Page 69 of Don’t Tell Me How to Die
SIXTY-SEVEN
The mere mention of Misty’s father was the reality punch in the face that I needed. I had to stop thinking of Alex as the young medical student I fell in love with, the devoted father of my children, my soulmate for life.
One day Arnold Sinclair had also been that perfect package—the smiling would-you-like-starch-in-those-shirts neighborhood shopkeeper, surprising his daughter with a new car on her sixteenth birthday, and taking his family to Aspen for Christmas. And the next day he was a feral beast planning their execution.

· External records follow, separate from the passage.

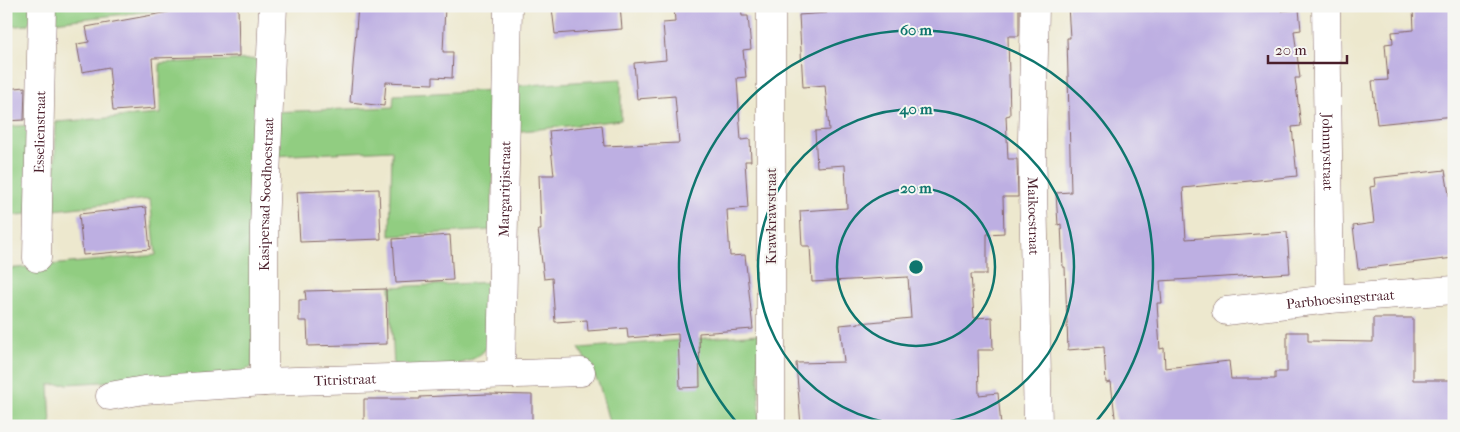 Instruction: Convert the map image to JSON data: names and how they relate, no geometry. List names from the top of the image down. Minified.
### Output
{"streets":{"street":["Esselienstraat","Johnnystraat","Margaritjistraat","Kasipersad Soedhoestraat","Krawkrawstraat","Maikoestraat","Parbhoesingstraat","Titristraat"]},"crossings":[["Johnnystraat","Parbhoesingstraat"],["Margaritjistraat","Titristraat"],["Kasipersad Soedhoestraat","Titristraat"]],"scale_bar":"20 m","rings":["60 m","40 m","20 m"]} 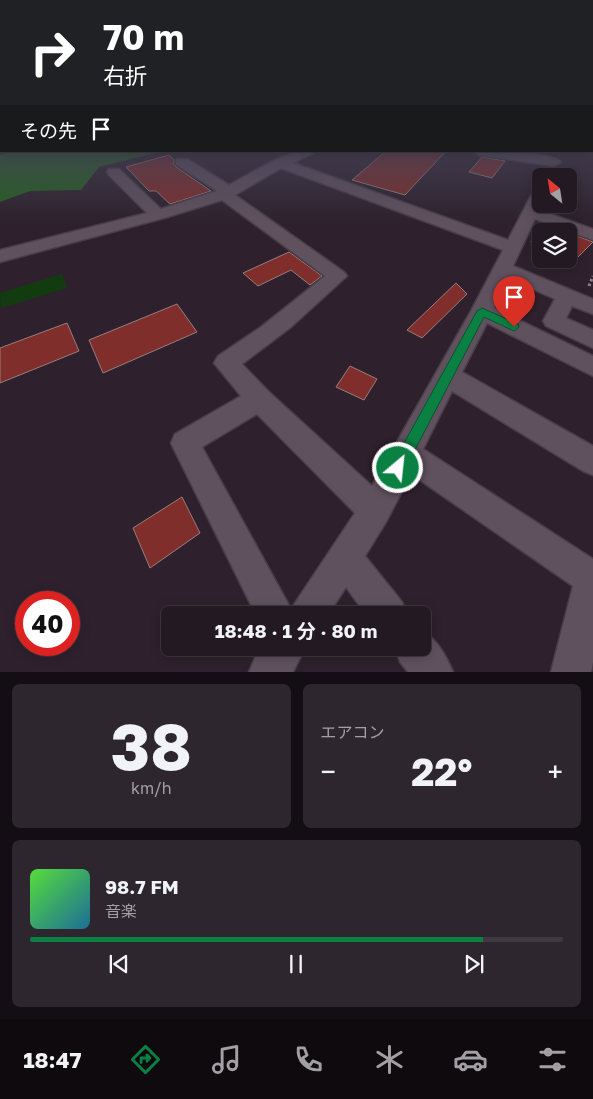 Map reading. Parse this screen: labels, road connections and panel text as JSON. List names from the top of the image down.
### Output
{
  "north": "top left",
  "page": {
    "turn": ["70 m", "右折"],
    "then": "その先",
    "limit": "40",
    "trip": "18:48 · 1 分 · 80 m",
    "tile": [
      ["38", "km/h"],
      "エアコン"
    ],
    "heat": ["−", "22°", "+"],
    "song": ["98.7 FM", "音楽"],
    "tabs": "18:47"
  }
} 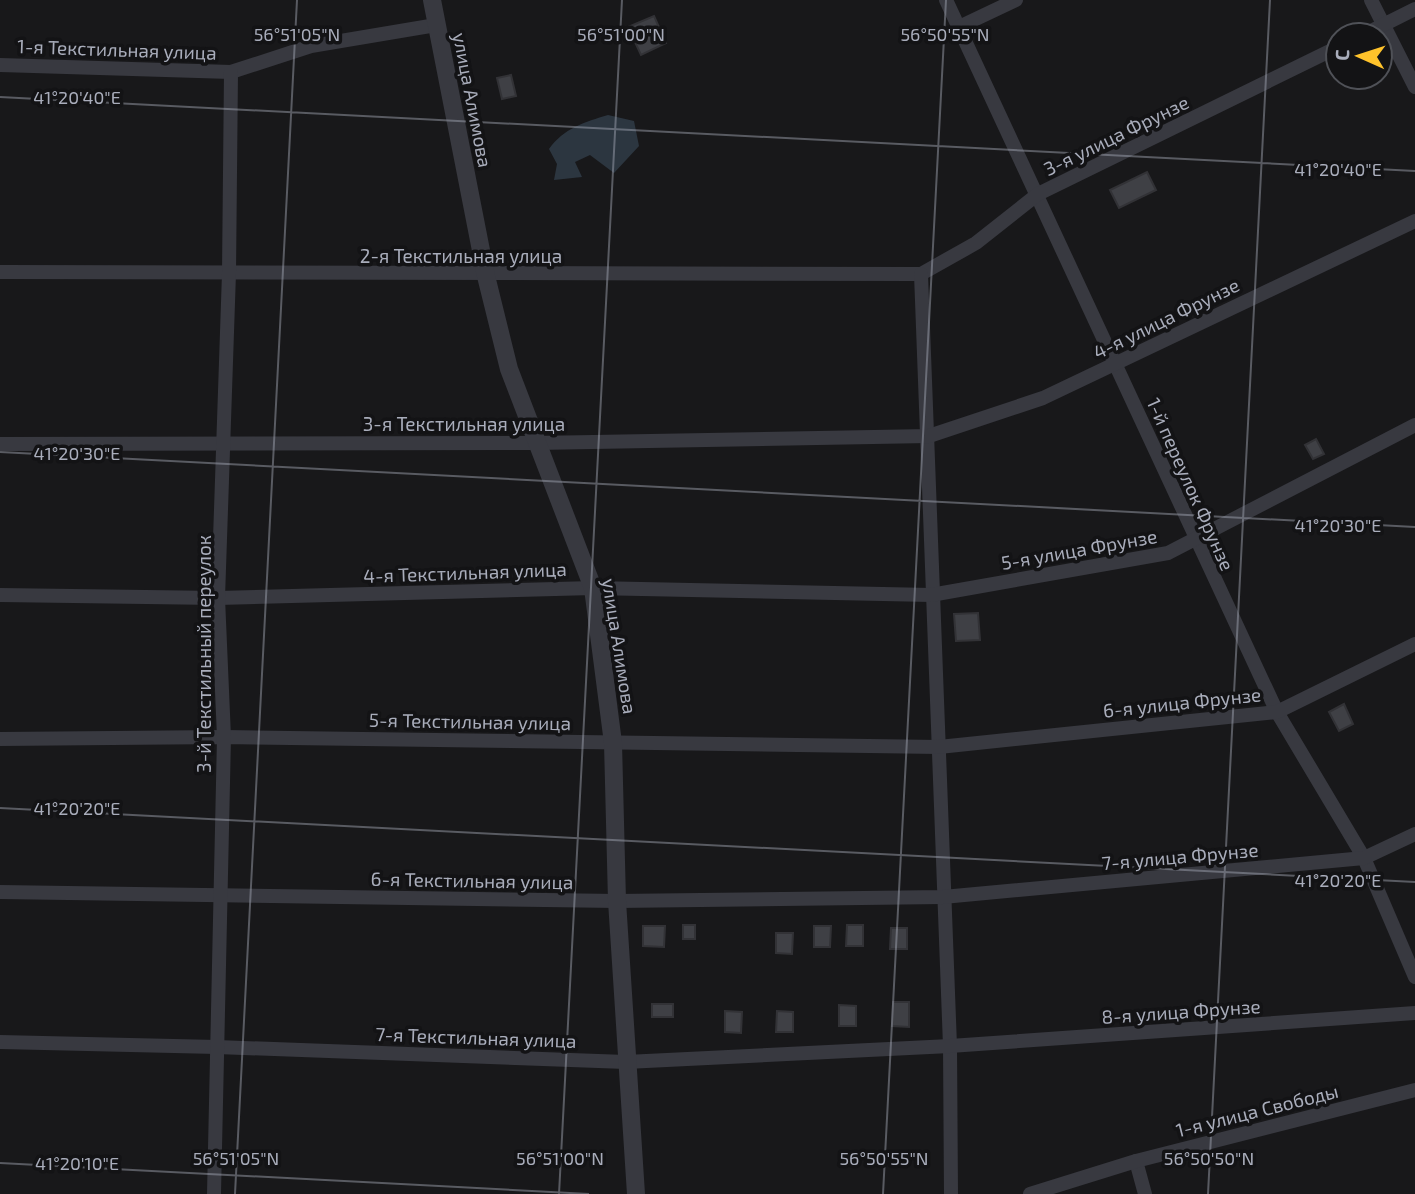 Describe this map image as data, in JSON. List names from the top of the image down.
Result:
{
  "streets": {
    "street": [
      "1-я Текстильная улица",
      "улица Алимова",
      "3-я улица Фрунзе",
      "2-я Текстильная улица",
      "4-я улица Фрунзе",
      "3-я Текстильная улица",
      "1-й переулок Фрунзе",
      "5-я улица Фрунзе",
      "4-я Текстильная улица",
      "3-й Текстильный переулок",
      "6-я улица Фрунзе",
      "5-я Текстильная улица",
      "7-я улица Фрунзе",
      "6-я Текстильная улица",
      "8-я улица Фрунзе",
      "7-я Текстильная улица",
      "1-я улица Свободы"
    ]
  },
  "crossings": [
    ["1-я Текстильная улица", "улица Алимова"],
    ["1-я Текстильная улица", "3-й Текстильный переулок"],
    ["улица Алимова", "2-я Текстильная улица"],
    ["улица Алимова", "3-я Текстильная улица"],
    ["улица Алимова", "4-я Текстильная улица"],
    ["улица Алимова", "5-я Текстильная улица"],
    ["улица Алимова", "6-я Текстильная улица"],
    ["улица Алимова", "7-я Текстильная улица"],
    ["3-я улица Фрунзе", "2-я Текстильная улица"],
    ["3-я улица Фрунзе", "1-й переулок Фрунзе"],
    ["2-я Текстильная улица", "3-й Текстильный переулок"],
    ["4-я улица Фрунзе", "3-я Текстильная улица"],
    ["4-я улица Фрунзе", "1-й переулок Фрунзе"],
    ["3-я Текстильная улица", "3-й Текстильный переулок"],
    ["1-й переулок Фрунзе", "5-я улица Фрунзе"],
    ["1-й переулок Фрунзе", "6-я улица Фрунзе"],
    ["1-й переулок Фрунзе", "7-я улица Фрунзе"],
    ["5-я улица Фрунзе", "4-я Текстильная улица"],
    ["4-я Текстильная улица", "3-й Текстильный переулок"],
    ["3-й Текстильный переулок", "5-я Текстильная улица"],
    ["3-й Текстильный переулок", "6-я Текстильная улица"],
    ["3-й Текстильный переулок", "7-я Текстильная улица"],
    ["6-я улица Фрунзе", "5-я Текстильная улица"],
    ["7-я улица Фрунзе", "6-я Текстильная улица"],
    ["8-я улица Фрунзе", "7-я Текстильная улица"]
  ],
  "north": "left",
  "coordinates": [
    "56°51'05\"N",
    "56°51'00\"N",
    "56°50'55\"N",
    "41°20'40\"E",
    "41°20'30\"E",
    "41°20'20\"E",
    "56°50'50\"N",
    "41°20'10\"E"
  ]
} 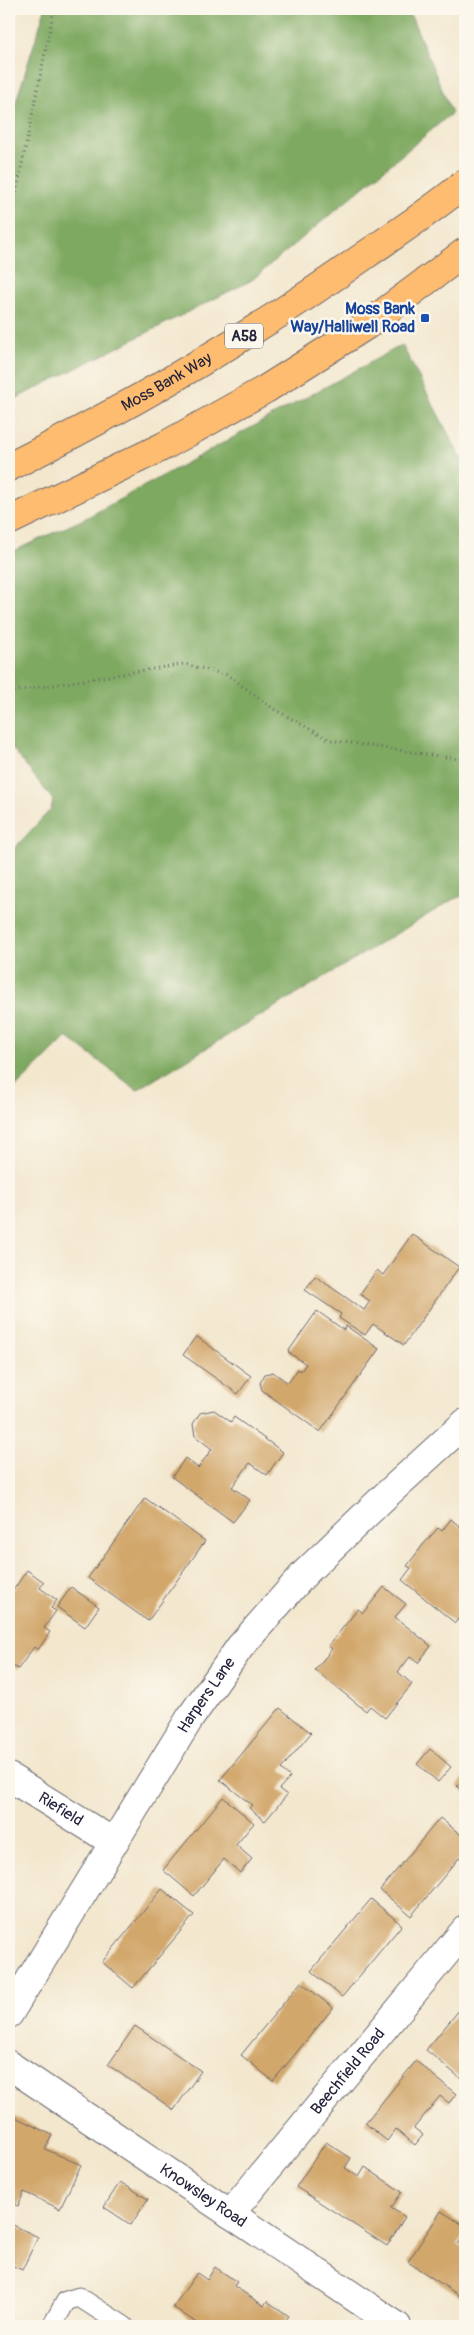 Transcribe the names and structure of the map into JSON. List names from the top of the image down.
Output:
{
  "streets": {
    "highway": ["A58", "Moss Bank Way"],
    "street": [
      "Harpers Lane",
      "Riefield",
      "Beechfield Road",
      "Knowsley Road"
    ]
  },
  "crossings": [
    ["Harpers Lane", "Riefield"],
    ["Beechfield Road", "Knowsley Road"]
  ],
  "places": {
    "transit": ["Moss Bank Way/Halliwell Road"]
  }
} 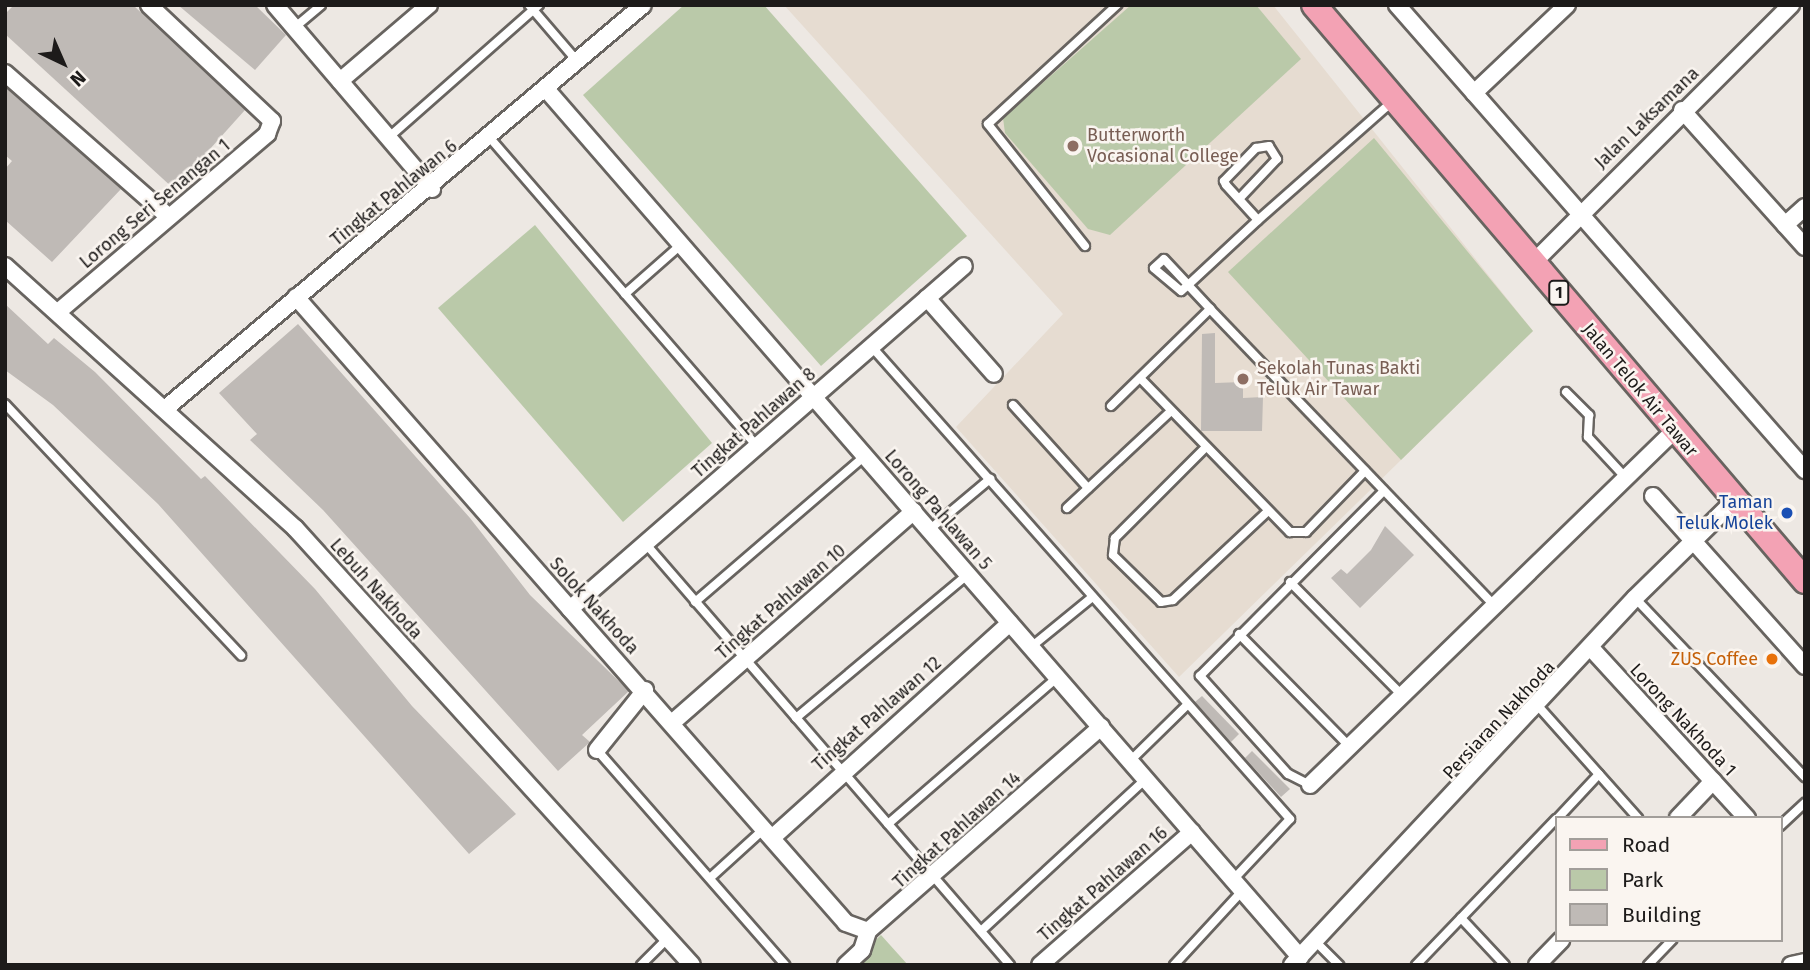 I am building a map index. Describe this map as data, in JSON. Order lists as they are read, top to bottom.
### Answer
{
  "streets": {
    "main road": ["1", "Jalan Telok Air Tawar"],
    "street": [
      "Jalan Laksamana",
      "Tingkat Pahlawan 6",
      "Lorong Seri Senangan 1",
      "Tingkat Pahlawan 8",
      "Lorong Pahlawan 5",
      "Lebuh Nakhoda",
      "Tingkat Pahlawan 10",
      "Solok Nakhoda",
      "Tingkat Pahlawan 12",
      "Persiaran Nakhoda",
      "Lorong Nakhoda 1",
      "Tingkat Pahlawan 14",
      "Tingkat Pahlawan 16"
    ]
  },
  "crossings": [
    ["Jalan Laksamana", "Jalan Telok Air Tawar"],
    ["Tingkat Pahlawan 6", "Lorong Pahlawan 5"],
    ["Tingkat Pahlawan 6", "Lebuh Nakhoda"],
    ["Tingkat Pahlawan 6", "Solok Nakhoda"],
    ["Lorong Seri Senangan 1", "Lebuh Nakhoda"],
    ["Jalan Telok Air Tawar", "Persiaran Nakhoda"],
    ["Tingkat Pahlawan 8", "Lorong Pahlawan 5"],
    ["Tingkat Pahlawan 8", "Solok Nakhoda"],
    ["Lorong Pahlawan 5", "Tingkat Pahlawan 10"],
    ["Lorong Pahlawan 5", "Tingkat Pahlawan 12"],
    ["Lorong Pahlawan 5", "Persiaran Nakhoda"],
    ["Lorong Pahlawan 5", "Tingkat Pahlawan 14"],
    ["Lorong Pahlawan 5", "Tingkat Pahlawan 16"],
    ["Tingkat Pahlawan 10", "Solok Nakhoda"],
    ["Solok Nakhoda", "Tingkat Pahlawan 12"],
    ["Solok Nakhoda", "Tingkat Pahlawan 14"],
    ["Persiaran Nakhoda", "Lorong Nakhoda 1"]
  ],
  "places": [
    "Butterworth Vocasional College",
    "Sekolah Tunas Bakti Teluk Air Tawar",
    "Taman Teluk Molek",
    "ZUS Coffee"
  ],
  "legend": ["Road", "Park", "Building"],
  "north": "bottom right"
}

Johnny drove me to the Heartstone train station parking lot. “Here’s your assignment,” he said, pulling his car alongside mine. “There are four things I want you to do. One—tell Alex you’re almost ready to go public with your blood disease, and pick a day about three weeks out.”
“What will that do?”
“He’s smart enough to know that your death will go smoother for him if he holds off until after everyone is braced for it,” he said. “If you set a reasonable date, he’ll wait. That will buy us time to figure out what the hell we’re doing next.”
“Did anyone ever tell you that you think like a criminal?”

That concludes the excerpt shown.